BEGIN Data for this exercise

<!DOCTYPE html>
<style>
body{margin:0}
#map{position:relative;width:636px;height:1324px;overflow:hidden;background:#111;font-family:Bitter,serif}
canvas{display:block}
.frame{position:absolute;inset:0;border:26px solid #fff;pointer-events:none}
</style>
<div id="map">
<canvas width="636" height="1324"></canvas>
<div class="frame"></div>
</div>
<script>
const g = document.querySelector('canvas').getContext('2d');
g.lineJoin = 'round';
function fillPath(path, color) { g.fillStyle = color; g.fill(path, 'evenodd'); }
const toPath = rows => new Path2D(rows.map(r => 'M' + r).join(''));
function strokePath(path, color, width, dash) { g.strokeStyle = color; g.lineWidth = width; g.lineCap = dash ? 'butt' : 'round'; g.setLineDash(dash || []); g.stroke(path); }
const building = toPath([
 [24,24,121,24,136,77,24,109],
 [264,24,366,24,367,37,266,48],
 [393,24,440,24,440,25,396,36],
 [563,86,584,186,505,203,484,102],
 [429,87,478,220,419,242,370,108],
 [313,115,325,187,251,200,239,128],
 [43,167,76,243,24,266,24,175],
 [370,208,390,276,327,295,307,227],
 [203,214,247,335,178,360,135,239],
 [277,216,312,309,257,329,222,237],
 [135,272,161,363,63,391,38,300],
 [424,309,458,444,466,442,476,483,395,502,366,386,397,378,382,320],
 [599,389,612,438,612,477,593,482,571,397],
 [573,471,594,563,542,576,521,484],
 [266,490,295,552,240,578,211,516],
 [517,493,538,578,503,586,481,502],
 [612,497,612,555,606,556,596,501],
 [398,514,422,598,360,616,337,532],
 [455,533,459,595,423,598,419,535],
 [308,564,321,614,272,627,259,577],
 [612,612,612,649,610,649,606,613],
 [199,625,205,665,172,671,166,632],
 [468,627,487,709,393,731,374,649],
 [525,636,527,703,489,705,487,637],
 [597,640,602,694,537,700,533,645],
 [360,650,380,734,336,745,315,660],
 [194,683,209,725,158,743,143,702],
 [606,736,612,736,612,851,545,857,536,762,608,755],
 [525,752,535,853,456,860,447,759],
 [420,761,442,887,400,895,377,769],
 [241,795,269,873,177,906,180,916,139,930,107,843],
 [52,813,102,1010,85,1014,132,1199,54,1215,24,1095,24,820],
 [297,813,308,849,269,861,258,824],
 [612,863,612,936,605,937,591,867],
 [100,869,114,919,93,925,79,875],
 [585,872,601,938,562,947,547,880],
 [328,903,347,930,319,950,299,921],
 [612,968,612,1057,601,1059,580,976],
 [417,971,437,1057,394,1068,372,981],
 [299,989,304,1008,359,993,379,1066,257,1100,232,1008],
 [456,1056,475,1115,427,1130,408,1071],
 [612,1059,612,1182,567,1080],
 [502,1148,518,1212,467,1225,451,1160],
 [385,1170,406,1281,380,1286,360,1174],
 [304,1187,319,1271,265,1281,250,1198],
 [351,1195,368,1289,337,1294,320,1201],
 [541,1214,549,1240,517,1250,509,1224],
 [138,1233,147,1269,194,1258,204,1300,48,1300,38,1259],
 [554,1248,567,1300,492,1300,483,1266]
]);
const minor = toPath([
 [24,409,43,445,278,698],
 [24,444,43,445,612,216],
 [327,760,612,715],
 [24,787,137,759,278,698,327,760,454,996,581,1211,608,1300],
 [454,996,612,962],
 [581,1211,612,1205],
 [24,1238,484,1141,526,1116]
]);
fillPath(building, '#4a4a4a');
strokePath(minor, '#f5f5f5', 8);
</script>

END Data for this exercise

#### Task requirements
Once you have checked every line of the material above, return the ones that hold the string "canvas".

#### Exercise solution
canvas{display:block}
<canvas width="636" height="1324"></canvas>
const g = document.querySelector('canvas').getContext('2d');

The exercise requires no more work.